Over the last two decades, autonomous weapons systems have emerged from the milieu of sci-fi movies like Terminator and Hardware to take their place on real-life battlefields. The Gulf and Iraq Wars saw widespread acceptance of the use of military ‘drones’, aircraft and land vehicles piloted remotely by operators who remain secure from any harm. Autonomous weapons remove those human pilots from the picture altogether, leaving the computer systems which operate the machines to decide their own targets.

Such weapons are rapidly approaching real-world deployment. Earlier this month, America’s Defence Advanced Research Projects Agency (DARPA) concluded its AlphaDogfight simulation exercises, which have demonstrated that AI pilots can consistently defeat experienced human opponents. The trials are a precursor to the agency’s rollout of the Air Combat Evolution (ACE) programme, which aims at AI-controlled combat flight.

Simpler, ground-based weapons capable of identifying and tracking flesh-and-blood opponents have already been deployed in the Arabic Peninsula and Korean Demilitarised Zone.

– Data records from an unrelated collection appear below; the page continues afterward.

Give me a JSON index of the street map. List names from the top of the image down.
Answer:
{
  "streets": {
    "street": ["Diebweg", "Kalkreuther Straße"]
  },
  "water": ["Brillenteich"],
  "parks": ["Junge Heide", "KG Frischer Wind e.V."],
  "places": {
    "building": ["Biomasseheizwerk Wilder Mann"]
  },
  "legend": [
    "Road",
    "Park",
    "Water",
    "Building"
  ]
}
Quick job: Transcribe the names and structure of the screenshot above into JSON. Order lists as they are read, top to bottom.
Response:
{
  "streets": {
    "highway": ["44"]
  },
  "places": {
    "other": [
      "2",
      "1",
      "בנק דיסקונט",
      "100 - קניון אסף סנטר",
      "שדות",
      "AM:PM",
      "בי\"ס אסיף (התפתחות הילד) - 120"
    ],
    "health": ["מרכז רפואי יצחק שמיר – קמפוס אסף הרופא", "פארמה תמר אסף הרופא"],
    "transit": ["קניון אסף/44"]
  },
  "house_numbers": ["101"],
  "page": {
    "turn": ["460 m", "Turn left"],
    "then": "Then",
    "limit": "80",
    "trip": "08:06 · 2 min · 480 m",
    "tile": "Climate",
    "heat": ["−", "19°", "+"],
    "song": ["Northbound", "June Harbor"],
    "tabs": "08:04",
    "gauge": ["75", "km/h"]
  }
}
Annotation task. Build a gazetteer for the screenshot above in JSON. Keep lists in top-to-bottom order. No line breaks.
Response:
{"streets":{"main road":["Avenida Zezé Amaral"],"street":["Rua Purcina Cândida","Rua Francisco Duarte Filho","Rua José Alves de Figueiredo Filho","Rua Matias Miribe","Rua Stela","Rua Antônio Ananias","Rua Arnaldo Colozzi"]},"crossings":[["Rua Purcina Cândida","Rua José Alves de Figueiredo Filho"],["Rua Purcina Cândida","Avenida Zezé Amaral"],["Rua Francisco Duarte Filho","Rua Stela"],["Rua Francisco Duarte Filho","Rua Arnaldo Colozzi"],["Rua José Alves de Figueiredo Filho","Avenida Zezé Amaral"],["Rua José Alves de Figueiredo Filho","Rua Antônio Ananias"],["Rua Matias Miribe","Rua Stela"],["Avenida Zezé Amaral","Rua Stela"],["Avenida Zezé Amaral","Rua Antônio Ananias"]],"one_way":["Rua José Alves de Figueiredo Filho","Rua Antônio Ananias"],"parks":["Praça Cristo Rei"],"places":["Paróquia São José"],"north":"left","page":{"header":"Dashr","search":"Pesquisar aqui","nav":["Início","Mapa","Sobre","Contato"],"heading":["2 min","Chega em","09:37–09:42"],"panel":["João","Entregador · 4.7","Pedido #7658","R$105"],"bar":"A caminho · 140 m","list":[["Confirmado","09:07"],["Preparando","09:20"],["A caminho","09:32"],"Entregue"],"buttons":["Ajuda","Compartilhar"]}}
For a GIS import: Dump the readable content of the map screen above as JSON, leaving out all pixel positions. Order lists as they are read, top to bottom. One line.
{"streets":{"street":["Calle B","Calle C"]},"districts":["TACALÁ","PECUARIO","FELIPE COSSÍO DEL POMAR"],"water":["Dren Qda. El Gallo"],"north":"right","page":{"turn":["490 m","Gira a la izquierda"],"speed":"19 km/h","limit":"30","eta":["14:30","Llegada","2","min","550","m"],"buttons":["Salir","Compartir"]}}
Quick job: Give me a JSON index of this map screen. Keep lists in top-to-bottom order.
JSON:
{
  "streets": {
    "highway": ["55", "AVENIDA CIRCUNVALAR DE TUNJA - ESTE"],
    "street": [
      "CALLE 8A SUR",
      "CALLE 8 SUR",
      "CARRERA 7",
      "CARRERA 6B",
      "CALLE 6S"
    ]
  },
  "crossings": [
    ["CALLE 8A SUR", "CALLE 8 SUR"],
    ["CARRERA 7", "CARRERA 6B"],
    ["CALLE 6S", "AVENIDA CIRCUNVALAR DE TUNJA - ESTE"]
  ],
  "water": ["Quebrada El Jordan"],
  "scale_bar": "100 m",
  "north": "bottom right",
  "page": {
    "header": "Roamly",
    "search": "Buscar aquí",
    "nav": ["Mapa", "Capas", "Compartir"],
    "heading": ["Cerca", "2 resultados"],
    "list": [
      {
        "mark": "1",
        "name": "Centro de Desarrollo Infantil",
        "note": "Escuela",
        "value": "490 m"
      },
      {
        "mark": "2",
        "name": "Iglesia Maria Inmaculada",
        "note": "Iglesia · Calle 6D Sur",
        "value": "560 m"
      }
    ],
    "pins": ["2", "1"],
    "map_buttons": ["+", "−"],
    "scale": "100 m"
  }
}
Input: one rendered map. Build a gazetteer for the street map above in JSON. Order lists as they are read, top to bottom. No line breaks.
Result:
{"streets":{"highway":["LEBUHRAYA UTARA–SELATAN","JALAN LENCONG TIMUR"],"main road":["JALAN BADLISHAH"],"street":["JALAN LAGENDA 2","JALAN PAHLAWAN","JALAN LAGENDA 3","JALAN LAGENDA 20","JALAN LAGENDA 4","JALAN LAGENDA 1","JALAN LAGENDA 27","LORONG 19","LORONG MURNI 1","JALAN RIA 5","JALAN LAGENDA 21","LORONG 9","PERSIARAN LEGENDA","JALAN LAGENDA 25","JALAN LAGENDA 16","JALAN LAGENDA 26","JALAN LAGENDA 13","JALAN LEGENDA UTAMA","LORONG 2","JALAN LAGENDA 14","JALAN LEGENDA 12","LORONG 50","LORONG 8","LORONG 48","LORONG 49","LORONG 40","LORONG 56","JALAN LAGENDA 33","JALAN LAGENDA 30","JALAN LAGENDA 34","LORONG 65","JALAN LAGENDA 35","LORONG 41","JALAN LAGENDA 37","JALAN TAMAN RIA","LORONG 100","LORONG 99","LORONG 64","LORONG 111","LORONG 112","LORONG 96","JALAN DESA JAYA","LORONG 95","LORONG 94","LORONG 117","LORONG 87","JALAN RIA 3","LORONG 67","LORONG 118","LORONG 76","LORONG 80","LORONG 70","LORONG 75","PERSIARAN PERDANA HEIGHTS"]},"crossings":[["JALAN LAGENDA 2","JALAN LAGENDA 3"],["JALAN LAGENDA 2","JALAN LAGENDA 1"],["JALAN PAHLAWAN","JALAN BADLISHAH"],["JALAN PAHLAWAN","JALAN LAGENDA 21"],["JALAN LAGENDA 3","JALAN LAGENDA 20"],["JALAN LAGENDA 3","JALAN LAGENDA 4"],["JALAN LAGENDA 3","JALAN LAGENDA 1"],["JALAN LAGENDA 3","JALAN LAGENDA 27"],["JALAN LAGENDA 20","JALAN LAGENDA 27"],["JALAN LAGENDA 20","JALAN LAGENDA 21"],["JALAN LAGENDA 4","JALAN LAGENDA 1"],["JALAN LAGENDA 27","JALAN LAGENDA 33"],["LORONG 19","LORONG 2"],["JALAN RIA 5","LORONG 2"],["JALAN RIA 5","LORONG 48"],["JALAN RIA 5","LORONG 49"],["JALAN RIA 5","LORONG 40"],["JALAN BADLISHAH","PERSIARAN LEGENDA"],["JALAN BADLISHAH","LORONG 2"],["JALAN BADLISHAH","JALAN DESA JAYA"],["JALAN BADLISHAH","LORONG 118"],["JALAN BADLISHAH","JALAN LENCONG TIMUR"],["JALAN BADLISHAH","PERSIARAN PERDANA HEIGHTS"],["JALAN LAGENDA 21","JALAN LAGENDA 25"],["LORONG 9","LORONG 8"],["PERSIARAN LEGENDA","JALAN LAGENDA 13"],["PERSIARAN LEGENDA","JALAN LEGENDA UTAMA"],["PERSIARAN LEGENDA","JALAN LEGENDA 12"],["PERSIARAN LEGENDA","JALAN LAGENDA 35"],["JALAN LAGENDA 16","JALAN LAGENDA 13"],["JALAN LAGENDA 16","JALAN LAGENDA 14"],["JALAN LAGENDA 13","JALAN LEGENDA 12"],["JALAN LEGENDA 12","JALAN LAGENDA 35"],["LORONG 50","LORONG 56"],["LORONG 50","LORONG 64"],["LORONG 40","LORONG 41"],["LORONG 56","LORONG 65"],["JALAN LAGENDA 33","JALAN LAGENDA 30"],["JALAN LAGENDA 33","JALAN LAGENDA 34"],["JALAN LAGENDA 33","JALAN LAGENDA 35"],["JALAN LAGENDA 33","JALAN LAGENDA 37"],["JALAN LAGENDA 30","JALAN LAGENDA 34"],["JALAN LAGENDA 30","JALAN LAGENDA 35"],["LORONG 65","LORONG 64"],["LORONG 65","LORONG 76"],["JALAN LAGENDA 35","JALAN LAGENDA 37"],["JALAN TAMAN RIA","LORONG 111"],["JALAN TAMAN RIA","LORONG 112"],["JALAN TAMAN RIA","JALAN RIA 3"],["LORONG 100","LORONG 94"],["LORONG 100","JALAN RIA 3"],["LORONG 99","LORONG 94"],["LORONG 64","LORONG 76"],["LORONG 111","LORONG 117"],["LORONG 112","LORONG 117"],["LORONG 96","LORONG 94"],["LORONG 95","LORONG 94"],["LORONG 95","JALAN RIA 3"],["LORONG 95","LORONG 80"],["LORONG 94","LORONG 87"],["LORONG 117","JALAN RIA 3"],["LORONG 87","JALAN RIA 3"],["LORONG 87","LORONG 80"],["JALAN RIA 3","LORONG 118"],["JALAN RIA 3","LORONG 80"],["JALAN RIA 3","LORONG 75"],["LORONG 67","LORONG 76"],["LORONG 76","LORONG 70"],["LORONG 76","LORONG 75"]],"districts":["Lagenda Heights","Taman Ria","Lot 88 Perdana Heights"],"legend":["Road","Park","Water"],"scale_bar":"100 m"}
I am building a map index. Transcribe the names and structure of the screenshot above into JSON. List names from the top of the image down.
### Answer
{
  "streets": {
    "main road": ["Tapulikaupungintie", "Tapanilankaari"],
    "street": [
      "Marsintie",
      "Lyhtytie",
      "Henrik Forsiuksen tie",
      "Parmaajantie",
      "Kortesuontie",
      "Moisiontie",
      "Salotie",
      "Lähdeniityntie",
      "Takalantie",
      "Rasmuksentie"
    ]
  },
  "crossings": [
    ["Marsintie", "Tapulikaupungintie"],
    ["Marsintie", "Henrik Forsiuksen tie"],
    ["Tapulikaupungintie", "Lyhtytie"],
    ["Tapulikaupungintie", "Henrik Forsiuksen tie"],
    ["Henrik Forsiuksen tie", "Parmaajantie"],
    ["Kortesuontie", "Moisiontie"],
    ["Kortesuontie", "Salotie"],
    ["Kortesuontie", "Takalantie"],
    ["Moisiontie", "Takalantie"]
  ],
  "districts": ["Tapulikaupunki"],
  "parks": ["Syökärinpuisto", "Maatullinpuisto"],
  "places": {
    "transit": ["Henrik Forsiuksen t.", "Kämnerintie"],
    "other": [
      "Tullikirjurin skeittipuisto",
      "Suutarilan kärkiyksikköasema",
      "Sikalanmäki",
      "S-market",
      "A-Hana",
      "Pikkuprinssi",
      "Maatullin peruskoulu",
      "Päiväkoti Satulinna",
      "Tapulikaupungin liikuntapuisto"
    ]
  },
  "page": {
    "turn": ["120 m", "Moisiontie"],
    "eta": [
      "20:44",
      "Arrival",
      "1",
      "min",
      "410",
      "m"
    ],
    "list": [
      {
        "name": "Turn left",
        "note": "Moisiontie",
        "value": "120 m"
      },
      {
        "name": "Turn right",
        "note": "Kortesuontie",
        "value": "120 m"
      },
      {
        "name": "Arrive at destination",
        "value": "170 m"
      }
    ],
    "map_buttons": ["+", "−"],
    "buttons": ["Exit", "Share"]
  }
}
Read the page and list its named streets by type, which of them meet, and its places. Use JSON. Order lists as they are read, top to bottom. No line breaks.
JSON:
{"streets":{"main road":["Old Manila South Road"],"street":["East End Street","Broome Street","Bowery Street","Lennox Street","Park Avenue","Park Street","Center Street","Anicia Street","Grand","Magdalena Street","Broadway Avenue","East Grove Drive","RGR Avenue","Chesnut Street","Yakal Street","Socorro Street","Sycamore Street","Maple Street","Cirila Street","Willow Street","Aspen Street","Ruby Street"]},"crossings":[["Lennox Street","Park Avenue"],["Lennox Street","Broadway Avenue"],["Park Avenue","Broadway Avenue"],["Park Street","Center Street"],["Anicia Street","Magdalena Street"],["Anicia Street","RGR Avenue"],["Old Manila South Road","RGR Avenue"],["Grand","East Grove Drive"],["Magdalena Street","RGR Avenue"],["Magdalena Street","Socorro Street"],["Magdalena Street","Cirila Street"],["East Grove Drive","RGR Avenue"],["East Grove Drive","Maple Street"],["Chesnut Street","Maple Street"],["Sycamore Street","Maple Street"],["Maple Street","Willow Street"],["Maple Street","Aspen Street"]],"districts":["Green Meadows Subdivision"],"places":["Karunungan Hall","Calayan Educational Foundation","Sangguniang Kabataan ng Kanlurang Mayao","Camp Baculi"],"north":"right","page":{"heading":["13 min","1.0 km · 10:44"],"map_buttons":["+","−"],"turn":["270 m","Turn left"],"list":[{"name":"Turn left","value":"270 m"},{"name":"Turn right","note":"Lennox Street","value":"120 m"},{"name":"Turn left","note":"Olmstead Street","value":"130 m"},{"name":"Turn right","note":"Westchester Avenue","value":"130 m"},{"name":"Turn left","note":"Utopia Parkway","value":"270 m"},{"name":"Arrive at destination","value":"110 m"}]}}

To date, these systems have required human confirmation before firing… but fully autonomous deployments would seem to be a matter of time.

“Stopping Killer Robots: Country Positions on Banning Fully Autonomous Weapons and Retaining Human Control,” a 55-page report from the influential campaign group Human Rights Watch, reviews the policies of nations across the world on this pressing issue.

Over the last decade, 97 countries have made public statements on autonomous weaponry. Almost all of them have stated their belief that human judgment must continue to direct military decisionmaking. Nearly a third have joined calls for autonomous weapons to be banned outright, and a large majority have spoken in support of calls for a new treaty mandating human control over the use of lethal force.

UN Secretary-General António Guterres has been at the centre of these efforts. He is seeking to build consensus around the addition of a new protocol to the Convention on Conventional Weapons prohibiting the use of autonomous weapons, which he refers to as “morally repugnant and politically unacceptable”. Countries following his lead include China, Mexico, Pakistan, Iraq, Argentina, Brazil, Austria, Colombia and Uganda. However, according to the Human Rights Watch team, a small number of military superpowers — notably the U.S. and Russia — have “firmly rejected” Guterres’ proposed regulation.

While the UK government has not joined this minority, neither has it spoken up in favour of an outright ban. The report’s authors note that, while official UK policy favours the retention of “human oversight”, the UK has its own “autonomous solutions” in development.

They clearly regard this position as fence-sitting. “Removing human control from the use of force is now widely regarded as a grave threat to humanity that, like climate change, deserves urgent multilateral action,” said Mary Wareham, director of the arms division at Human Rights Watch and coordinator of the Campaign to Stop Killer Robots. “An international ban treaty is the only effective way to deal with the serious challenges raised by fully autonomous weapons.”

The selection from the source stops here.